Predick, K. I. 2002. The importance of flood regime for tree growth and shrub productivity on the Wisconsin River floodplain and uplands. MS Thesis, University of Wisconsin, Madison.

Large river floodplains are diverse systems that provide a variety of ecosystem services. Productivity in floodplains may be highly influenced by flood regime and the flood tolerance of individual species, but relatively few studies have directly tested for such effects. We studied tree growth and shrub productivity in leveed and unleveed areas of the Wisconsin River floodplain and in upland forests to address two questions:  (1) How do tree growth rates and shrub productivity in floodplain forests of the Wisconsin River vary with flood regime and compare to upland tree growth? (2) What is the relationship between flood occurrence and the growth rate of flood-tolerant and flood-intolerant tree species?  This was assessed using tree increment cores to determine annual growth rates.  Mean annual basal area increment (BAI) between 1996 and 2000 of floodplain forest stands was ~300 mm2/m2/year, and reduction of flood regime by levees did not influence tree growth rates.
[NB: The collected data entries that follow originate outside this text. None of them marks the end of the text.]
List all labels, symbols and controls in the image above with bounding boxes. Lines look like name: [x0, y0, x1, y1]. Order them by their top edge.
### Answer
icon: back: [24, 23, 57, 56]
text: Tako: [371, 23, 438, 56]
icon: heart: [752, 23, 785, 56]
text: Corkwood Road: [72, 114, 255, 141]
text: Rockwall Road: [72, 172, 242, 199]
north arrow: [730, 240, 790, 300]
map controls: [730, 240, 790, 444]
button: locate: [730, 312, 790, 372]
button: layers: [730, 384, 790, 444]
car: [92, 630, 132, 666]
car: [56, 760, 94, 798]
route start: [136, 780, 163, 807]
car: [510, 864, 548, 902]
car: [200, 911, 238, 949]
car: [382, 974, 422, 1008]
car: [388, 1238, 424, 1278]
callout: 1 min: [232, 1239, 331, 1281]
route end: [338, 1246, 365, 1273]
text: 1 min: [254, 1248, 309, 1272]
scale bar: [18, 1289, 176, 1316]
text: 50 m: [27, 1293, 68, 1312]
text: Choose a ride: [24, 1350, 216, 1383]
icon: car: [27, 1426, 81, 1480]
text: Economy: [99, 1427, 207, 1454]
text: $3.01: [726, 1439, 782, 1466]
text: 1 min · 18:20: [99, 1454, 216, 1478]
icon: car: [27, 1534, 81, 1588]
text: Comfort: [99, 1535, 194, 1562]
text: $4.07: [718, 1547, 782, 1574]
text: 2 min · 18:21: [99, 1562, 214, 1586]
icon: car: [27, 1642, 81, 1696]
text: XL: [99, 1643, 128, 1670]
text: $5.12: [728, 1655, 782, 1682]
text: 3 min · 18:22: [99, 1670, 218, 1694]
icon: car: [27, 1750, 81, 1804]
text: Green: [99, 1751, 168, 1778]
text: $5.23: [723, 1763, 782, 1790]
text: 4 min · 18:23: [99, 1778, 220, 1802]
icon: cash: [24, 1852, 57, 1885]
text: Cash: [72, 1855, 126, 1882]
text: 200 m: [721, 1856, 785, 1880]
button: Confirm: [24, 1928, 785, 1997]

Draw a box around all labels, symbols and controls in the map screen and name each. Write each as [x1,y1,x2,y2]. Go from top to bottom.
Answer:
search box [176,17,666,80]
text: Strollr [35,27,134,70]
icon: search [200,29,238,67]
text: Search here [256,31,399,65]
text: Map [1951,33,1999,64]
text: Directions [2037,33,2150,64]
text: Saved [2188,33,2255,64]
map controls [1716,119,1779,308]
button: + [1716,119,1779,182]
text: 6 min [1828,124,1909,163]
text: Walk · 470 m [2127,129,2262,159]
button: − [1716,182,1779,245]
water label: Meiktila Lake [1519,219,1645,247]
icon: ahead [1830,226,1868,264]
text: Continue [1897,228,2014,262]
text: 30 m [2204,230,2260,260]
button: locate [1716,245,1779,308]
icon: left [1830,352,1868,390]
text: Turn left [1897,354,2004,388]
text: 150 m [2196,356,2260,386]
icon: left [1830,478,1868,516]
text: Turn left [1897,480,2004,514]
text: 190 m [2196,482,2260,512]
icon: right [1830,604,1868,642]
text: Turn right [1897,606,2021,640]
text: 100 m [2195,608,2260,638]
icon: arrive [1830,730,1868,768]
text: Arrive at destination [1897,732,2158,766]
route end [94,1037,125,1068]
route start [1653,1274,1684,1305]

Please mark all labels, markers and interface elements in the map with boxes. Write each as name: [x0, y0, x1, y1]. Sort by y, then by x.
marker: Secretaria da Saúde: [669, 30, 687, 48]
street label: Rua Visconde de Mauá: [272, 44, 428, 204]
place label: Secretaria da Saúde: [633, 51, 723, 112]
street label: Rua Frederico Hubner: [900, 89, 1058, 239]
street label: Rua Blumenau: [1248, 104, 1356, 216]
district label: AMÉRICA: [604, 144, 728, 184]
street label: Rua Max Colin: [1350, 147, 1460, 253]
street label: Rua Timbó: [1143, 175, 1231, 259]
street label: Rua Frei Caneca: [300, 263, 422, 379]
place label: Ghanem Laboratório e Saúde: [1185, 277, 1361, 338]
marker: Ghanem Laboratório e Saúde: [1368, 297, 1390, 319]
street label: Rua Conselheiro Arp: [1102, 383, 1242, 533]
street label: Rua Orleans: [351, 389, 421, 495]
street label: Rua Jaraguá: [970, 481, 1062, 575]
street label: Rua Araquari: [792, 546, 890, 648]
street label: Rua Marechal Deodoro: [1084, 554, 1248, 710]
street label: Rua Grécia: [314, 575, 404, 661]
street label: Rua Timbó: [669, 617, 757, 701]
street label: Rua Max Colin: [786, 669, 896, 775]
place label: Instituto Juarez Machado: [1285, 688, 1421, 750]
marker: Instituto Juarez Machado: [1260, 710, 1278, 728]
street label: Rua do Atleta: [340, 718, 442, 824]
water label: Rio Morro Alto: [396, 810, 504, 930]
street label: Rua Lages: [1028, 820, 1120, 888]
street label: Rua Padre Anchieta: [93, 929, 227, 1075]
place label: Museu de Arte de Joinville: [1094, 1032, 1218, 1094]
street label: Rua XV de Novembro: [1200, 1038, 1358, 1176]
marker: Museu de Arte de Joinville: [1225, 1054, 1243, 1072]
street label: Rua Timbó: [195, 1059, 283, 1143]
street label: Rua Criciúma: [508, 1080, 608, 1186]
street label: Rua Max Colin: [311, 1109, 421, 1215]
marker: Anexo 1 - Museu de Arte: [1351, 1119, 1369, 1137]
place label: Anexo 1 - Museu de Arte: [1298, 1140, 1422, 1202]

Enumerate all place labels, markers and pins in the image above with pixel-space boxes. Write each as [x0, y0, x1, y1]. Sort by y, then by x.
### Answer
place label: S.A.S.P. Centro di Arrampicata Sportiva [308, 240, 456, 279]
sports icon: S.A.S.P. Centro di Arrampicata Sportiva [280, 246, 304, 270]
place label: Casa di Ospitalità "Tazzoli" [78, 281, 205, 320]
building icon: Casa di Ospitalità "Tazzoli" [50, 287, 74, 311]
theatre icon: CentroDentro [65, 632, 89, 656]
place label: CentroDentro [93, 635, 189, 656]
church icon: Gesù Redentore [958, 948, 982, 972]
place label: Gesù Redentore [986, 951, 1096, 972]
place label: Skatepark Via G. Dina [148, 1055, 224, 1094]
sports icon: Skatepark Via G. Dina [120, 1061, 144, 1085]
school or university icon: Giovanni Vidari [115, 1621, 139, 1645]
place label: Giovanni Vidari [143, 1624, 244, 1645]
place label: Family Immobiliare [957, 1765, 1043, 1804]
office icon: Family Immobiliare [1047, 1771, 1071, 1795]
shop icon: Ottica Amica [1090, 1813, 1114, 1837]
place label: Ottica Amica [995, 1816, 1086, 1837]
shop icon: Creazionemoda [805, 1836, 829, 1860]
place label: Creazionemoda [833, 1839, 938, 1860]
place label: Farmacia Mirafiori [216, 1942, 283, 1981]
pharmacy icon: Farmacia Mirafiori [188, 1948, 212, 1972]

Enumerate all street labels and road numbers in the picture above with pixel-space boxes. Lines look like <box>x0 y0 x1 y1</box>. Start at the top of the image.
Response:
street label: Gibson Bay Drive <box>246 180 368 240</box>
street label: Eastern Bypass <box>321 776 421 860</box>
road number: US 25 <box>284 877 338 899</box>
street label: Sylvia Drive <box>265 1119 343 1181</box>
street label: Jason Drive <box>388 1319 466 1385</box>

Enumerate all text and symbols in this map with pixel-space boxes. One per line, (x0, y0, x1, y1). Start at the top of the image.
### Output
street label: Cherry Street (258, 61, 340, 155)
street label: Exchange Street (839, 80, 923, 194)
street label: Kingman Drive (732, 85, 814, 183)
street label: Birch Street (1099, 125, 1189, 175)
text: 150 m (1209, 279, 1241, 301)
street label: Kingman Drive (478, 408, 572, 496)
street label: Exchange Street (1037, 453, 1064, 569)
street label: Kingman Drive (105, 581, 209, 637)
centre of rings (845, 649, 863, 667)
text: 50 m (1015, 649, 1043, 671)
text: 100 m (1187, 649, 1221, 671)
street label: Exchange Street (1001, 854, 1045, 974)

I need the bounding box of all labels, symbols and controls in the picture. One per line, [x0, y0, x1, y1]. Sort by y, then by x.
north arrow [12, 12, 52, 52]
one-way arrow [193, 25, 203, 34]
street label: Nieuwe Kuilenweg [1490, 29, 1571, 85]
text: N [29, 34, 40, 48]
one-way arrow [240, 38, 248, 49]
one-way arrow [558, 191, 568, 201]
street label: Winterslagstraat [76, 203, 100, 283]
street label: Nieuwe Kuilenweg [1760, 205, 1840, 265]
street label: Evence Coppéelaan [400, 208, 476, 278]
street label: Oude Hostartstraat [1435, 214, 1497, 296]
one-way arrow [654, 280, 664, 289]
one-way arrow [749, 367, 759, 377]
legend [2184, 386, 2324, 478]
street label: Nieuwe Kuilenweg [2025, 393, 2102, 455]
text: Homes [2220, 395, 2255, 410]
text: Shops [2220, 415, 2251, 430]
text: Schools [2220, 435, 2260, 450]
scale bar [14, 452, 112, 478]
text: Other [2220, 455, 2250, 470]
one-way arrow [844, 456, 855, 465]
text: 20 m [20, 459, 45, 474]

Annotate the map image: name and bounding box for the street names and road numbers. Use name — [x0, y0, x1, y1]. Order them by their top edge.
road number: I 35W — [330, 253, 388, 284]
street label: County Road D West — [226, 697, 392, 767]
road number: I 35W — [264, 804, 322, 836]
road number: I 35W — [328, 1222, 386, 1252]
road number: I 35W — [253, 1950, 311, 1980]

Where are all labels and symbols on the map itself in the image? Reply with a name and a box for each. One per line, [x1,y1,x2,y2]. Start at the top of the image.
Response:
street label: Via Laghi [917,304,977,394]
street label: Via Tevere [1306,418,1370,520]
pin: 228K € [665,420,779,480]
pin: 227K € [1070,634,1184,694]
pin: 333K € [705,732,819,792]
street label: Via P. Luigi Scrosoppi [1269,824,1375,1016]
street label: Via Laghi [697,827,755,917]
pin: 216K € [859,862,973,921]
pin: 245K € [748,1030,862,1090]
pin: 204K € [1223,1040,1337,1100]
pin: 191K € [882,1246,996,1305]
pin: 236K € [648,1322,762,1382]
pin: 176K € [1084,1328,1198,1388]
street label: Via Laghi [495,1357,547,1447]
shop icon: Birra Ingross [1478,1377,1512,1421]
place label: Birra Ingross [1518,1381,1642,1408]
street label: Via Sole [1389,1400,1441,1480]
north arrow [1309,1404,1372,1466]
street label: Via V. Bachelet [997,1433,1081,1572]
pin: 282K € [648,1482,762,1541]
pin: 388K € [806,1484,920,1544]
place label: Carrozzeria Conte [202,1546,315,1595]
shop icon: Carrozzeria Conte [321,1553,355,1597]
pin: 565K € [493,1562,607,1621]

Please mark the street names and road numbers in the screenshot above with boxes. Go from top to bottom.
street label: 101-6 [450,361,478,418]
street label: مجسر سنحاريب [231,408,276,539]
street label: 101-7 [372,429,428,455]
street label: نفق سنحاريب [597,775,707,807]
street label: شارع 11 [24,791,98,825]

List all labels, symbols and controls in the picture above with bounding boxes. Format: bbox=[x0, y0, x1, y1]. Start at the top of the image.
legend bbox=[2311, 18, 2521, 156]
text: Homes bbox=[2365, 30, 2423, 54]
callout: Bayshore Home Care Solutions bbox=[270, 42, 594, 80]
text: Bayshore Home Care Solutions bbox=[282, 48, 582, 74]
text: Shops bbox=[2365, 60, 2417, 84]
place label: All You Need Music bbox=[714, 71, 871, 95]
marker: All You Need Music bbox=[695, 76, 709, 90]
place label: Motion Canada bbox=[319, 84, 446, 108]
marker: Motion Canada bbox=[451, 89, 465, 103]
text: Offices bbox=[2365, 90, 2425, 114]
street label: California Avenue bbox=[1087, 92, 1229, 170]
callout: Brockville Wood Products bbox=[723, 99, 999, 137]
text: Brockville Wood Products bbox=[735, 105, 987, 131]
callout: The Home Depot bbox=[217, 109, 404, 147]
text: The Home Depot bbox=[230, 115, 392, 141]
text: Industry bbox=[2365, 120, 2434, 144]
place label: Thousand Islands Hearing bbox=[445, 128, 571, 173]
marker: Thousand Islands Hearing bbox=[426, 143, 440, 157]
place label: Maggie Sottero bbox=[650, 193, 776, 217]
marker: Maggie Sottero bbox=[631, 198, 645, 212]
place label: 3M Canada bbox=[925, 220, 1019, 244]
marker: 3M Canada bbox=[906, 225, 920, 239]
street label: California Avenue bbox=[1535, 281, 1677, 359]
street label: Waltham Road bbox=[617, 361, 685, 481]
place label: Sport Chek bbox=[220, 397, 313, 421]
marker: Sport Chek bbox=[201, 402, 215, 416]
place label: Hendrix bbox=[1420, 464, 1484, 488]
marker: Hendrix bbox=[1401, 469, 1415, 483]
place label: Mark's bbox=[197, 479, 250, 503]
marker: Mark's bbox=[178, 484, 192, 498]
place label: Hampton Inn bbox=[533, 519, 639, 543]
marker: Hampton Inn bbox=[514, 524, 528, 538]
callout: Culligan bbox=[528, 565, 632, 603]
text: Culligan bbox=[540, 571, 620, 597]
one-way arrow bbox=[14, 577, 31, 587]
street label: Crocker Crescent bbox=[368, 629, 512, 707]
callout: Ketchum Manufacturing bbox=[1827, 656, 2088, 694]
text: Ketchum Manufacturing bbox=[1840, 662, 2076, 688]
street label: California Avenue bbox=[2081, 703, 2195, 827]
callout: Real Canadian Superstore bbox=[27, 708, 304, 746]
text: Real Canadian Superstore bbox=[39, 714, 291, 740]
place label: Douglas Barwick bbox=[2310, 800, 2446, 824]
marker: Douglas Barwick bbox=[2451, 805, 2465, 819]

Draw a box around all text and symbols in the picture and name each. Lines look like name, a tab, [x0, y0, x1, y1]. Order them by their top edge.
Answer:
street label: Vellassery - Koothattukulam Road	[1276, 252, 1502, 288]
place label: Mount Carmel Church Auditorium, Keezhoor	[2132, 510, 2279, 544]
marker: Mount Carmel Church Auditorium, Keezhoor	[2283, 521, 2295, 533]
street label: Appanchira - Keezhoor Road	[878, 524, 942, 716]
Furthermore, mean BAI and relative basal area increment (RBAI) did not differ between floodplain and upland forest stands, although species composition differed.  Aboveground net primary production of the dominant shrub (Zanthoxylum americanum) ranged from 2  to 117 g/ m2/year and was significantly reduced by levees. The five-year (1996-2000) average annual BAI and RBAI of individual trees differed significantly among species (1190 mm2/yr for Fraxinus pennsylvanica, 1892 mm2/yr for Betula nigra, and 2913 mm2/yr for Quercus velutina and ellipsoidalis.. These results suggest that, although species occurrence and community composition may vary with flood regime, tree growth rates are minimally influenced by location relative to the floodplain or levees. Setback levees on the Wisconsin River floodplain do not appear to be altering tree productivity.